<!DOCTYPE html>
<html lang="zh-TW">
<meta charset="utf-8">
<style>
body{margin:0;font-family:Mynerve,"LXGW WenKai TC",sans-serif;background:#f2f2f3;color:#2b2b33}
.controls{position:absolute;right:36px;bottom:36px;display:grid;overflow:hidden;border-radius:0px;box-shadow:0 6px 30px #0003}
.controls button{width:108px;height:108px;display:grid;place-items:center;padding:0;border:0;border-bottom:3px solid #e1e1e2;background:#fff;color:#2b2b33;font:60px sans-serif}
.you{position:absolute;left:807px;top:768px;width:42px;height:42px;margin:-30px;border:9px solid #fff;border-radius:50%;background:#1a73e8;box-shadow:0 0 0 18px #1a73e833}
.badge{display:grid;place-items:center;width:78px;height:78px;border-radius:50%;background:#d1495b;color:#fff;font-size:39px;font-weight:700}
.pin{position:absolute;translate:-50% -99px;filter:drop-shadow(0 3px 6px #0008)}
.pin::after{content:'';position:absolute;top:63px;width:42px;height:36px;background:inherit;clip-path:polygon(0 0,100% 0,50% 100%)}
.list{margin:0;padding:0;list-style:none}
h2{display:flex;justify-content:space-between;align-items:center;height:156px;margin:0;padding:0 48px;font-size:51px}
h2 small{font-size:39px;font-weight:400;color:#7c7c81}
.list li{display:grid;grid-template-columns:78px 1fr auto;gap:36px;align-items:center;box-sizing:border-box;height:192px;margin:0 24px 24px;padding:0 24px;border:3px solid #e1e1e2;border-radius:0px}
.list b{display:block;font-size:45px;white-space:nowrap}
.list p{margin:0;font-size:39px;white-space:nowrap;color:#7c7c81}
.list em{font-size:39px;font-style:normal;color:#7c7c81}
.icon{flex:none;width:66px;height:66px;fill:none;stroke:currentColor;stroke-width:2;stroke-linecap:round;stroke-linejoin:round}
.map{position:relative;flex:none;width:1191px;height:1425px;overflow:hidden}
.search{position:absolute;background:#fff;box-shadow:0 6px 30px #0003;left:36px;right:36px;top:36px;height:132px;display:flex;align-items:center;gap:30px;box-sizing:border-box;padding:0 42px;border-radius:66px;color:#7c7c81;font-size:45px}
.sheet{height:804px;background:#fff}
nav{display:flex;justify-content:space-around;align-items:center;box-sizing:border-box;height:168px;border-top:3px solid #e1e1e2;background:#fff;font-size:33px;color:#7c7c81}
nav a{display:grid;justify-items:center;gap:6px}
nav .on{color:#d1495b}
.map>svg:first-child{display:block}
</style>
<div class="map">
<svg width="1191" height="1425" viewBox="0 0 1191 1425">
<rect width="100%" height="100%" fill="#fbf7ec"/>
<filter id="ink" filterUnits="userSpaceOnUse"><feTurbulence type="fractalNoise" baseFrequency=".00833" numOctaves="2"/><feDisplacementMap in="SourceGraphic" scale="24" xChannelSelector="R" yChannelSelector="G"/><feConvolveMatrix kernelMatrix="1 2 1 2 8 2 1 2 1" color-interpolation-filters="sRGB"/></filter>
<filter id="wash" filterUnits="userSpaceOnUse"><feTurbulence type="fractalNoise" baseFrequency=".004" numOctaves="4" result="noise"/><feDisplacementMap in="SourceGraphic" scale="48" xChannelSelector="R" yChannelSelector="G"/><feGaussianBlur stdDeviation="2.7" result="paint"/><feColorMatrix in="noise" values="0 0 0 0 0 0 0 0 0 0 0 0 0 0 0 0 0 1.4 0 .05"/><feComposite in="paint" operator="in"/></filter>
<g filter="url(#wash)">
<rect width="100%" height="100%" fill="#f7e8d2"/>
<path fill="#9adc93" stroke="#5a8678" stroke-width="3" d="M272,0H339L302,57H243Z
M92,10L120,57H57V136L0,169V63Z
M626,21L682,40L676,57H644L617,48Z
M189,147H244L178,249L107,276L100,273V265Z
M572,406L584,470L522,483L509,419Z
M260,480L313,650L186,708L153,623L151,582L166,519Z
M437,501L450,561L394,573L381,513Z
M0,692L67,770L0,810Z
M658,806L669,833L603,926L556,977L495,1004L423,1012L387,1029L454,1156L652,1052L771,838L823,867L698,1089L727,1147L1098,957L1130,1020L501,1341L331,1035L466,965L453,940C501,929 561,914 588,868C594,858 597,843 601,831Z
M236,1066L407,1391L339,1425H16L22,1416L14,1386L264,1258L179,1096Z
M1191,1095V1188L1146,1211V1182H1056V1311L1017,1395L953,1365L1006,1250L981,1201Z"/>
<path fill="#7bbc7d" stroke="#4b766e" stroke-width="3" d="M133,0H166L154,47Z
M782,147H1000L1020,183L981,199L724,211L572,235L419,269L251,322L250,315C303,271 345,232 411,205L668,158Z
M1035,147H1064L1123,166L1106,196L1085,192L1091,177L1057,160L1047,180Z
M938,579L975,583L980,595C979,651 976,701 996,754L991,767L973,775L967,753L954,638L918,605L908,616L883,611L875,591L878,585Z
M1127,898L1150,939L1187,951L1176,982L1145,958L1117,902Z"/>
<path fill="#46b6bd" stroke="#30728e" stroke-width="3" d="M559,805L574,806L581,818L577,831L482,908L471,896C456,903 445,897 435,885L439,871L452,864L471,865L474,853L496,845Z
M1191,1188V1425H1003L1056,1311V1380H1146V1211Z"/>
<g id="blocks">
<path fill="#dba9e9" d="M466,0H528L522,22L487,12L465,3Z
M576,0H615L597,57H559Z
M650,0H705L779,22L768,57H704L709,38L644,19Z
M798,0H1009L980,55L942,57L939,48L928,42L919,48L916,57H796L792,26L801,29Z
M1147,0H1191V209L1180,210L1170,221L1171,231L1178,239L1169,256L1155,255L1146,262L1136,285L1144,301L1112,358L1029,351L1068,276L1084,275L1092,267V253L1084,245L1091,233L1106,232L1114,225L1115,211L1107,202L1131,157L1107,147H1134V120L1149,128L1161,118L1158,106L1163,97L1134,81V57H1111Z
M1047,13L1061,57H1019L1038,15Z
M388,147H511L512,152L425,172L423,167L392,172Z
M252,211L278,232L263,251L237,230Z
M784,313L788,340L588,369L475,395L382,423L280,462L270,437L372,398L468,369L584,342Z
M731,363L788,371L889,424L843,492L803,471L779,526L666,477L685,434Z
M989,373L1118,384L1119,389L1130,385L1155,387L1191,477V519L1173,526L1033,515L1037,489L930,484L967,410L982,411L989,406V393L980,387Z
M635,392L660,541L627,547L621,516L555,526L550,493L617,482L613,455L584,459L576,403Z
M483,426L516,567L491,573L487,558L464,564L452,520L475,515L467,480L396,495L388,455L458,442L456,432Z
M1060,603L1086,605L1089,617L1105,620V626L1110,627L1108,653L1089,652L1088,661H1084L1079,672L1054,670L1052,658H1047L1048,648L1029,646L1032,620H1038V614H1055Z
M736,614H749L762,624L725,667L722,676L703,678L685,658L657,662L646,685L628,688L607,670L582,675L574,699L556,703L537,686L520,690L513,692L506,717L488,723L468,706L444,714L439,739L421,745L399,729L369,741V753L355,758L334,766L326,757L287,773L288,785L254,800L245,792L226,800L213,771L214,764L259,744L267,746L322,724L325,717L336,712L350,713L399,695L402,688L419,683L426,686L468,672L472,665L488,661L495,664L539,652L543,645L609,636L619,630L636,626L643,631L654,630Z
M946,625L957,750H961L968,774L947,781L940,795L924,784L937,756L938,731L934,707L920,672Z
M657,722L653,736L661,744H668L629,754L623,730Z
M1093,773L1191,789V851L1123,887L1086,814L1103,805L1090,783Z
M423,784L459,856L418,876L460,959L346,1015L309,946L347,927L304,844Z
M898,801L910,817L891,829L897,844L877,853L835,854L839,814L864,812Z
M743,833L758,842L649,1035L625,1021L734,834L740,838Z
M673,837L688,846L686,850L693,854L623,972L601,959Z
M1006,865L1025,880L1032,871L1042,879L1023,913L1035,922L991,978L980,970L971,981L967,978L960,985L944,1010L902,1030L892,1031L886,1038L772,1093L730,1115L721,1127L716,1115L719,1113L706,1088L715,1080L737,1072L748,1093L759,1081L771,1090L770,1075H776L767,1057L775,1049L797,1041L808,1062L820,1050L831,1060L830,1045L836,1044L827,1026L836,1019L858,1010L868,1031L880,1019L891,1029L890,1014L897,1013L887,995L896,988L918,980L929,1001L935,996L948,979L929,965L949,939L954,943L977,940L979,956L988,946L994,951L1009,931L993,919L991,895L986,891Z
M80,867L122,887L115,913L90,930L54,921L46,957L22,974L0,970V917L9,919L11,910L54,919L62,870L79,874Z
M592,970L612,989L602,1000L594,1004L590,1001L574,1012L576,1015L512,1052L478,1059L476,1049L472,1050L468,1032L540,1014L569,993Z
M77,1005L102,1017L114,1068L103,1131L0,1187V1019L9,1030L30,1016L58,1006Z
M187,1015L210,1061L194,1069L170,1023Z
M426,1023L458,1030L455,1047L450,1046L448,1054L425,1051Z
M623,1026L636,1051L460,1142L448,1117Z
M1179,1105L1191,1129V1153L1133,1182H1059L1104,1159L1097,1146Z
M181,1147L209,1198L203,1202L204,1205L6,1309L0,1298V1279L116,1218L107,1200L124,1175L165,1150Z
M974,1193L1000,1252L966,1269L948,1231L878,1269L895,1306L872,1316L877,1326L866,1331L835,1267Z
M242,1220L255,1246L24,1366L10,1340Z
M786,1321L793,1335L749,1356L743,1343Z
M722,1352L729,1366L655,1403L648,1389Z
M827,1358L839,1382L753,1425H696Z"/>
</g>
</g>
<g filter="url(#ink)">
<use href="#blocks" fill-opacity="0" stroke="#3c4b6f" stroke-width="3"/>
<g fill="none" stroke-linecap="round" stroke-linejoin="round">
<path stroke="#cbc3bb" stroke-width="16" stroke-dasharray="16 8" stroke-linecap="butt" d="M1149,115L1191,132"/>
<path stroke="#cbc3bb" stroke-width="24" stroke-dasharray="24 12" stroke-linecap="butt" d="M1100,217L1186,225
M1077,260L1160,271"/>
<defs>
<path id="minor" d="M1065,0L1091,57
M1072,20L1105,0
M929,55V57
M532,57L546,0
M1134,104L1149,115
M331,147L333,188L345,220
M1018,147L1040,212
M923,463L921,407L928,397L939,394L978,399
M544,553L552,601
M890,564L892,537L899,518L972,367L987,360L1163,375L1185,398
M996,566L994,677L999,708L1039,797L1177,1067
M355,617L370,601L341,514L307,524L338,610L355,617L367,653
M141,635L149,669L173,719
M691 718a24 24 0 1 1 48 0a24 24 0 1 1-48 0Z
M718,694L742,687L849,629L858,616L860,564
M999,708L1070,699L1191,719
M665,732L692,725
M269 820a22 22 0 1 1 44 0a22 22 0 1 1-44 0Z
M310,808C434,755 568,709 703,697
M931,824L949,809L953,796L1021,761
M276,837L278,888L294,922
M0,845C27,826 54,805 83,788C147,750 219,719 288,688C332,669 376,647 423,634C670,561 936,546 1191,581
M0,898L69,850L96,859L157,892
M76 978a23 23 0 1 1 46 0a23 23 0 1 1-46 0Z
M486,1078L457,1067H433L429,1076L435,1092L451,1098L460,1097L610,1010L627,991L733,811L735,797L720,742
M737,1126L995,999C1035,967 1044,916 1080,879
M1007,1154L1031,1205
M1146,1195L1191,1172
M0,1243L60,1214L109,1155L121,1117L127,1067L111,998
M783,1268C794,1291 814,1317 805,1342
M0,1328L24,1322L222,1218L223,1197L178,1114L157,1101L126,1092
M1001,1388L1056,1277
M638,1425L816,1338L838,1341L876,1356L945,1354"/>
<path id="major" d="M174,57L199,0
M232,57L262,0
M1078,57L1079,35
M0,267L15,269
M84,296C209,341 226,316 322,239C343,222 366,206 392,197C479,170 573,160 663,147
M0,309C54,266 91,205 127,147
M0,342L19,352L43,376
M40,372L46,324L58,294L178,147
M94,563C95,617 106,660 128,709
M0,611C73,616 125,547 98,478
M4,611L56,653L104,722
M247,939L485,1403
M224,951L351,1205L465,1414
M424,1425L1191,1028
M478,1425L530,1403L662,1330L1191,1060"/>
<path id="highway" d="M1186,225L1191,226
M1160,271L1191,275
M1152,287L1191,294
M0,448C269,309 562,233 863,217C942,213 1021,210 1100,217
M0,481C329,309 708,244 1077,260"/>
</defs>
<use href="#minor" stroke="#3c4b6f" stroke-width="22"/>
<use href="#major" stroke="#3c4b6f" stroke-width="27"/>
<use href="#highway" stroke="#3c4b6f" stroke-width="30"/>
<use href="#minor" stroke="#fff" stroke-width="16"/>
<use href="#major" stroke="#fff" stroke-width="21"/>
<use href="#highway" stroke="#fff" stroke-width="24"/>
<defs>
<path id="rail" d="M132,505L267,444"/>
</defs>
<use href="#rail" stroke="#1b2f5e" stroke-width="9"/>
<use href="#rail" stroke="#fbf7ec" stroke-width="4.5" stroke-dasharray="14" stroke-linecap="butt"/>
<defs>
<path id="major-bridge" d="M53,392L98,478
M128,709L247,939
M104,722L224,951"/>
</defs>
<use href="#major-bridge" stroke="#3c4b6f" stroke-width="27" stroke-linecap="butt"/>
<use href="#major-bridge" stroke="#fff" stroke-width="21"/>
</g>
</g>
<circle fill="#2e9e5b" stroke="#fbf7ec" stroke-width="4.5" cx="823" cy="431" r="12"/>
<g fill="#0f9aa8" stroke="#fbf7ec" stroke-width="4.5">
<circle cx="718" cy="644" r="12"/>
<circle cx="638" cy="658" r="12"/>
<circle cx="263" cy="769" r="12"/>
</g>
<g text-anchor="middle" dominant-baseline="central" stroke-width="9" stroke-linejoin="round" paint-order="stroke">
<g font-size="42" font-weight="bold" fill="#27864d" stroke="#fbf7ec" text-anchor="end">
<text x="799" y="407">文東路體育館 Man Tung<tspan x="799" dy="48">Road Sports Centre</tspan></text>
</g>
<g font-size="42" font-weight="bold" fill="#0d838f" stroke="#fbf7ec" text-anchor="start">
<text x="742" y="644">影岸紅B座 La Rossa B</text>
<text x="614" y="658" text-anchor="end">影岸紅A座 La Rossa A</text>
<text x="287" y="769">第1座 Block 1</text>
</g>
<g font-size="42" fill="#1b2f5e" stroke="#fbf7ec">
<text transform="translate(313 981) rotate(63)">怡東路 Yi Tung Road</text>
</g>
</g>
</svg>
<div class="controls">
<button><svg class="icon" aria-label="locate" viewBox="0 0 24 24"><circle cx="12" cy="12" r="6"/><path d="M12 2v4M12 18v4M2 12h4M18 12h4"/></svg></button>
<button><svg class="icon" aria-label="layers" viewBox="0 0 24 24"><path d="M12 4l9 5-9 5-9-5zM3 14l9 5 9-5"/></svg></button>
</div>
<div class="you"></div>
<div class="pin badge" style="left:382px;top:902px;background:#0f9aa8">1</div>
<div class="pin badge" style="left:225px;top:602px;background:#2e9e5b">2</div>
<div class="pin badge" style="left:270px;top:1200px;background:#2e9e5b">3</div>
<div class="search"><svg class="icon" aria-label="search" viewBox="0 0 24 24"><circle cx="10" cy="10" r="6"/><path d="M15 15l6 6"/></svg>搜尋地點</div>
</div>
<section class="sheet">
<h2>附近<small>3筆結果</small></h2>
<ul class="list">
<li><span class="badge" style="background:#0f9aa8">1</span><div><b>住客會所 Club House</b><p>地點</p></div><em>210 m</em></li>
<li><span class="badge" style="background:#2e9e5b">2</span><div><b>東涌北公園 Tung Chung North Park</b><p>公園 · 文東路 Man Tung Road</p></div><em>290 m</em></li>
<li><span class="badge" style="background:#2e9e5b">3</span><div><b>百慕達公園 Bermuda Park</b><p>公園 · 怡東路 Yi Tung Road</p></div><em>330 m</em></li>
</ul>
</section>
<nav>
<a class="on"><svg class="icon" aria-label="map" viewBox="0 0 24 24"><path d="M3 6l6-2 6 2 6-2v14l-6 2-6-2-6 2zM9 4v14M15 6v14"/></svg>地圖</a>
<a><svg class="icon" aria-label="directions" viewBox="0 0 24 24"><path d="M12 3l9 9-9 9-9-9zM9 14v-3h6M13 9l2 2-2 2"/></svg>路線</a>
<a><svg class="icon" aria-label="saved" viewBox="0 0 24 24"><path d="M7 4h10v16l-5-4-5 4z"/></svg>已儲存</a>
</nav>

▶ [Exercise requirements]
Check each line of the data above, and please copy the ones in which the string "list" occurs.

▶ [Exercise result]
.list{margin:0;padding:0;list-style:none}
.list li{display:grid;grid-template-columns:78px 1fr auto;gap:36px;align-items:center;box-sizing:border-box;height:192px;margin:0 24px 24px;padding:0 24px;border:3px solid #e1e1e2;border-radius:0px}
.list b{display:block;font-size:45px;white-space:nowrap}
.list p{margin:0;font-size:39px;white-space:nowrap;color:#7c7c81}
.list em{font-size:39px;font-style:normal;color:#7c7c81}
<ul class="list">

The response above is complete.